His younger son Libor continued his father's legacy and published a four part "Chapters to the History of Wallachia".

==Bibliography==
- A clear overview of the historical development of the Wallachian region in the period of feudalism and capitalism. In: Jubilee Reader about VK. 1956, 55–72;
- From the History of Soukenic and Papuer Production in VK. In: JČ o VK, 76–89.
- Castle Brumov in the History of our Region, I. In: Vlastivědné kapitoly z VK, 1, 1959, 4–11.

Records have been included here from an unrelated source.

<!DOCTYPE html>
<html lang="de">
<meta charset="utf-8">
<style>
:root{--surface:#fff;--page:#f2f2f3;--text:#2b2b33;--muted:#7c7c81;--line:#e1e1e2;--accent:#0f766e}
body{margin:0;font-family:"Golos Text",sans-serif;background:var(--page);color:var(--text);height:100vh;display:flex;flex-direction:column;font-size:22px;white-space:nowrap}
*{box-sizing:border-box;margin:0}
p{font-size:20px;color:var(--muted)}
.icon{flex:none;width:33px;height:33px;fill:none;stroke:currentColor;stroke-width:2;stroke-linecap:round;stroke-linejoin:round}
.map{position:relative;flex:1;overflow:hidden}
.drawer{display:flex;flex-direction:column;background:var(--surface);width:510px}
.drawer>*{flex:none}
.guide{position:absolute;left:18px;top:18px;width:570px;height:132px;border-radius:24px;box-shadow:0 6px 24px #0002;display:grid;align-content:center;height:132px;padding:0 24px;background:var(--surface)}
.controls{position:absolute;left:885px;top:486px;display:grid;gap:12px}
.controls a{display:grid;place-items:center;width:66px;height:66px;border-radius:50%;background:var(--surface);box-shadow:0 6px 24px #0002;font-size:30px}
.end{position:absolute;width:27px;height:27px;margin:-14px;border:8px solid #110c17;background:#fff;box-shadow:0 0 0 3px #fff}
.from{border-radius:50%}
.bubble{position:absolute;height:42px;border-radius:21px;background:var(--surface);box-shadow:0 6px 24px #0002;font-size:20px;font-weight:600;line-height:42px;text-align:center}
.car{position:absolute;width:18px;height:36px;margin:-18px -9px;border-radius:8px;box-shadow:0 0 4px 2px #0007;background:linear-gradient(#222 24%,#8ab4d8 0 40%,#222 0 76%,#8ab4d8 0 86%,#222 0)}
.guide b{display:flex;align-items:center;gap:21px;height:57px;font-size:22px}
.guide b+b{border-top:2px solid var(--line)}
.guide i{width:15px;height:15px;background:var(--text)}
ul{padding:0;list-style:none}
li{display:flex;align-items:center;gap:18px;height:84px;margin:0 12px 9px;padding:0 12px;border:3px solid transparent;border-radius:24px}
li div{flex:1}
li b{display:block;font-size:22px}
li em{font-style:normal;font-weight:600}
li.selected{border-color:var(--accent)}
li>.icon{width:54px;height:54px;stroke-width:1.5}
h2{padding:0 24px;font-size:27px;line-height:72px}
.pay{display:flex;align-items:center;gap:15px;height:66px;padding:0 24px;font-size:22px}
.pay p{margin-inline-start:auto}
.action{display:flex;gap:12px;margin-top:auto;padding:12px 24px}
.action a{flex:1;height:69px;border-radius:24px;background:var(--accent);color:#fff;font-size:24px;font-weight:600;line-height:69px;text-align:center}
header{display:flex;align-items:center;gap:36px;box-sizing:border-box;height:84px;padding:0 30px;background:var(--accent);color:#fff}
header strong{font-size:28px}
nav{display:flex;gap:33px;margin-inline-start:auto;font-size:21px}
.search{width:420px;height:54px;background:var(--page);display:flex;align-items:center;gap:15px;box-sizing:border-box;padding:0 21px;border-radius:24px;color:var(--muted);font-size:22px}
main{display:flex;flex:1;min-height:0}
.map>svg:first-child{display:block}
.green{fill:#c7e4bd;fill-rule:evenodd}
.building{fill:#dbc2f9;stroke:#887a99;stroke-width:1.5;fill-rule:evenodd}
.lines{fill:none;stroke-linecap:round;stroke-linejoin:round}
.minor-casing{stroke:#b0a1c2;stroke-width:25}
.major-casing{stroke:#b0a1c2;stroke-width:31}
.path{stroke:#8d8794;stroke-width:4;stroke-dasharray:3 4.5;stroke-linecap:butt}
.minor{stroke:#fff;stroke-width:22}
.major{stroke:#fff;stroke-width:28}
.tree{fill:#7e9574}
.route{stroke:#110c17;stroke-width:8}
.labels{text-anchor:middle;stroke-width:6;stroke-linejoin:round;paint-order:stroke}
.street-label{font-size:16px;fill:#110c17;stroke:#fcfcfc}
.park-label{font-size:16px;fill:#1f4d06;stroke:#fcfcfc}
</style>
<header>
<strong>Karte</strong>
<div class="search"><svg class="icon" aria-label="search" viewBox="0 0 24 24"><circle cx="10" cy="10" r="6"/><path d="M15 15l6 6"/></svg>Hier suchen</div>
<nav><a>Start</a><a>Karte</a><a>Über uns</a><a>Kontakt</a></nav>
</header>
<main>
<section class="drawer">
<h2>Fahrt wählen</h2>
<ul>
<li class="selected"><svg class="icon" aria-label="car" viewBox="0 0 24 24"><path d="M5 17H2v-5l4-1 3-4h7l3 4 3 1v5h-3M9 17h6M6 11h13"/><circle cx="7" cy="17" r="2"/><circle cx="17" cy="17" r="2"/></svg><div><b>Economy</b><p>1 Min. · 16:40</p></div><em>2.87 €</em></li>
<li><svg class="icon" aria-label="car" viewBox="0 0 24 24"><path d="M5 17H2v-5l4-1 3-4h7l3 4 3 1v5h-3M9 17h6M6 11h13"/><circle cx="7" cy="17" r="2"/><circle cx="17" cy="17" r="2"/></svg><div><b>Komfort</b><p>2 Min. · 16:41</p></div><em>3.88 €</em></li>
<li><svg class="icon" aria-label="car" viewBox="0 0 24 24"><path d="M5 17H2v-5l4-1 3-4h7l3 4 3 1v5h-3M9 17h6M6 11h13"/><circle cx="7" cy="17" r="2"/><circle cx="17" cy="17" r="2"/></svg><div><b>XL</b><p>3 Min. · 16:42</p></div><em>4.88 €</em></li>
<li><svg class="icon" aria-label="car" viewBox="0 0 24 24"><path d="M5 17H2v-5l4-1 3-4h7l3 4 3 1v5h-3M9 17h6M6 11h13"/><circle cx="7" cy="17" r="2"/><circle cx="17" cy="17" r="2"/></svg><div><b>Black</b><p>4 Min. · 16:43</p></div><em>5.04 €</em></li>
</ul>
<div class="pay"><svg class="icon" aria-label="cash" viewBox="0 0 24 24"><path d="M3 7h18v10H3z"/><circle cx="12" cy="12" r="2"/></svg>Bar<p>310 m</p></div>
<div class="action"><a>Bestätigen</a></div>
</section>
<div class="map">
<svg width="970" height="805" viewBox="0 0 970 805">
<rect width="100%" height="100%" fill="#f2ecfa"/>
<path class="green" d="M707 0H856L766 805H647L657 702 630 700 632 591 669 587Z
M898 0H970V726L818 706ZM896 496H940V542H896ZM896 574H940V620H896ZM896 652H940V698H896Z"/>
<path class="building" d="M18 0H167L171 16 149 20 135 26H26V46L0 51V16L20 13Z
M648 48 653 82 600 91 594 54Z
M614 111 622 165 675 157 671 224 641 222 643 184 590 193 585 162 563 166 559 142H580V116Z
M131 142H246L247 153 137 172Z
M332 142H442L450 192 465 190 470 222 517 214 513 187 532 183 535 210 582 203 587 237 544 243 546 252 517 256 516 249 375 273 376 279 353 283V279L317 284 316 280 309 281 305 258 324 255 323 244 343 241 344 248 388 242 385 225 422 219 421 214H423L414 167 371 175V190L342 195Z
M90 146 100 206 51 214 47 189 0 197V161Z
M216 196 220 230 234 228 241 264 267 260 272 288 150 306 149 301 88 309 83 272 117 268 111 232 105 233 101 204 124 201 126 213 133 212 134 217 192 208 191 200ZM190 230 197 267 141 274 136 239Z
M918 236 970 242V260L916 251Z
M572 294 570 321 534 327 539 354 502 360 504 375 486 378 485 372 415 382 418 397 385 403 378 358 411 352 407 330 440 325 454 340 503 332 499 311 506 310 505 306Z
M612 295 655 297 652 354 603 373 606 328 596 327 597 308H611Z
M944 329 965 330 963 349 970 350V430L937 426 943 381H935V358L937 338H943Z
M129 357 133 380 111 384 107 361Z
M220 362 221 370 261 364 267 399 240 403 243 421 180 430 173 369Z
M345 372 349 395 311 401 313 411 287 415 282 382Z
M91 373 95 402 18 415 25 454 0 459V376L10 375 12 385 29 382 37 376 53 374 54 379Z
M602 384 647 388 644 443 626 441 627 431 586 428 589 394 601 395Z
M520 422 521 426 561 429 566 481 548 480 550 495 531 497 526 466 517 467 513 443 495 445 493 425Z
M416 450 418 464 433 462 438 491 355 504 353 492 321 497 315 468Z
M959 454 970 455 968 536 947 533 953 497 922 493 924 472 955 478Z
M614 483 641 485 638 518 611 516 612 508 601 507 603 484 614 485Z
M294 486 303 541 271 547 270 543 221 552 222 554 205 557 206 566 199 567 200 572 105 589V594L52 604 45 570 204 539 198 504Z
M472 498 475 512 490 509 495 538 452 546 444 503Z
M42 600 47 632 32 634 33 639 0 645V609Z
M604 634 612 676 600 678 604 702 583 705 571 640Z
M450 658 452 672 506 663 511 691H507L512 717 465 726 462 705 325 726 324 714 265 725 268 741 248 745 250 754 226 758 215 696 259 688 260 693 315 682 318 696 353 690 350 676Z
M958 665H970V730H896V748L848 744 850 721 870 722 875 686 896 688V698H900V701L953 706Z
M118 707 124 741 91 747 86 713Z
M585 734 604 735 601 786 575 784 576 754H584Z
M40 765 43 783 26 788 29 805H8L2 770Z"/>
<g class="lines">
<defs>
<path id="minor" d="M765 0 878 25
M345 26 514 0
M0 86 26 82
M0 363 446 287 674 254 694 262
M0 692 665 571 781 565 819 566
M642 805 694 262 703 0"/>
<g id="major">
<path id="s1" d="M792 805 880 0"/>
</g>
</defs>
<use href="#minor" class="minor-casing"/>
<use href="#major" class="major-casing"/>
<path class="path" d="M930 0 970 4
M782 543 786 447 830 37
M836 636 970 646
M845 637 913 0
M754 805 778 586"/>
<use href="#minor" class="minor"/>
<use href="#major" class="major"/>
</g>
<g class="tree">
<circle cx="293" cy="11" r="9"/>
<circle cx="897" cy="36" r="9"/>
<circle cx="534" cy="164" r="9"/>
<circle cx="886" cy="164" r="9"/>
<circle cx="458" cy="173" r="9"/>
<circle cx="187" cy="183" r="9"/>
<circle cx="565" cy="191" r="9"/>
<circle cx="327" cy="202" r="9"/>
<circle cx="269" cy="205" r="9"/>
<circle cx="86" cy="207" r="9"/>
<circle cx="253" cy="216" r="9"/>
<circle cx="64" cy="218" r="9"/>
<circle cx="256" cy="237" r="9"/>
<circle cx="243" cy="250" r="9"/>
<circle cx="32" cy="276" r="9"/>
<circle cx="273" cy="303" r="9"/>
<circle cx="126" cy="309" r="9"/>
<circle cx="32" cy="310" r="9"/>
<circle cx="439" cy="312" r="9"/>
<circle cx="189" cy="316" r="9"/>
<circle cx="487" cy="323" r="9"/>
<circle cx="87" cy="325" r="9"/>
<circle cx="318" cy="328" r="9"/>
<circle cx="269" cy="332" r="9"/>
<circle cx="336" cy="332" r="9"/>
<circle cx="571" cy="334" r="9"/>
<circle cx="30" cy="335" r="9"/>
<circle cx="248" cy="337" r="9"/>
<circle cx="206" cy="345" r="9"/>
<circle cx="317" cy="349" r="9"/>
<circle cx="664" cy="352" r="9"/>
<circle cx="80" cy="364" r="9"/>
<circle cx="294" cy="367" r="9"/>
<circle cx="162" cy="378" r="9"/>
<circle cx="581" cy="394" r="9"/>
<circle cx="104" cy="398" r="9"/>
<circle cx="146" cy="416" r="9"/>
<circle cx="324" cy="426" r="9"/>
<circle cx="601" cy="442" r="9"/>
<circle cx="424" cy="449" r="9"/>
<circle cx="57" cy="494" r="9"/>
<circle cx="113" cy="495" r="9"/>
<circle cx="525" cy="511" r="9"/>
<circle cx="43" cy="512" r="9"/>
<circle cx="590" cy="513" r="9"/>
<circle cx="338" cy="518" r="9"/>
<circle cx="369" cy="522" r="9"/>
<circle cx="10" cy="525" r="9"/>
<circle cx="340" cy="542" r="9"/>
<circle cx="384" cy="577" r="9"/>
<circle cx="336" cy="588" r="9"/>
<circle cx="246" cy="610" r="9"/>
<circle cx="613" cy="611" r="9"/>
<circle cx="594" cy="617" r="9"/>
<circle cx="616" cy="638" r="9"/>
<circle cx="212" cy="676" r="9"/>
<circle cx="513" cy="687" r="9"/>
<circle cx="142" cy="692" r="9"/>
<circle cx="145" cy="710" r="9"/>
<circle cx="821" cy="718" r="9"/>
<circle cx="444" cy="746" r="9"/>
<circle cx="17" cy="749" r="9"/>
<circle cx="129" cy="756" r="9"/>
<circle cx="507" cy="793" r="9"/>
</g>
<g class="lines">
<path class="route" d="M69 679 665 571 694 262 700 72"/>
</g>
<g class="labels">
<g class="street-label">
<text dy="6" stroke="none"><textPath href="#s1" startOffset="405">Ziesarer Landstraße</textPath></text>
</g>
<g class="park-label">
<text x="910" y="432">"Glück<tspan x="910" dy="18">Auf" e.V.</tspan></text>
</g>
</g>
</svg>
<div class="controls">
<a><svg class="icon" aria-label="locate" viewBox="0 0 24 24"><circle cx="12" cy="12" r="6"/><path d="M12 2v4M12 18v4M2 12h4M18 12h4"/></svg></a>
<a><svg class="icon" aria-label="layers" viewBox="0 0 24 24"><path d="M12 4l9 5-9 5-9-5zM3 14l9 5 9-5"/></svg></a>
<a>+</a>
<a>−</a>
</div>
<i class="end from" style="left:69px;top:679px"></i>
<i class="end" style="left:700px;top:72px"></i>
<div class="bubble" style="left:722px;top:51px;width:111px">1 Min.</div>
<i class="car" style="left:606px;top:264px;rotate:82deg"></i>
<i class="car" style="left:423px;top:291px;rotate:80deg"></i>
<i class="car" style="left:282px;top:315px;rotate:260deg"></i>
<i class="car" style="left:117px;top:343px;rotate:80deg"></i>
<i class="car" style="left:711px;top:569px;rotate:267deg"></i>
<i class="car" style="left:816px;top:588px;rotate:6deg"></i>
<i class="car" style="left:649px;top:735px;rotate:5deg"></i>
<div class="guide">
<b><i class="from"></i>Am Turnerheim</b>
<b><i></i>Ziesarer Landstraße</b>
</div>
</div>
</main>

- From the Battle Traditions of our People at the University of Economics in 1939–1945. In: Vlastivědné kapitoly z VK, 2, 1959, 1–6.
- Materials for ethnography, folklore and workers' movement in southern Wallachia. In: MM VK 1964.
- Haluzice 1768 - 1968. From the history and memory of the village. Haluzice 1968.
- The past and the presence of CT in the main outlines. In: T4, 1970, 1–7.
- Chapters from the history of the village of Komorní Lhotka. In: T 4, 1978, 9–17.
- Traditions of ethnographic research and ethnographic festivities in Jablunkov and the valley of the river Lomná. In: Study T 14, 1989, 205–214.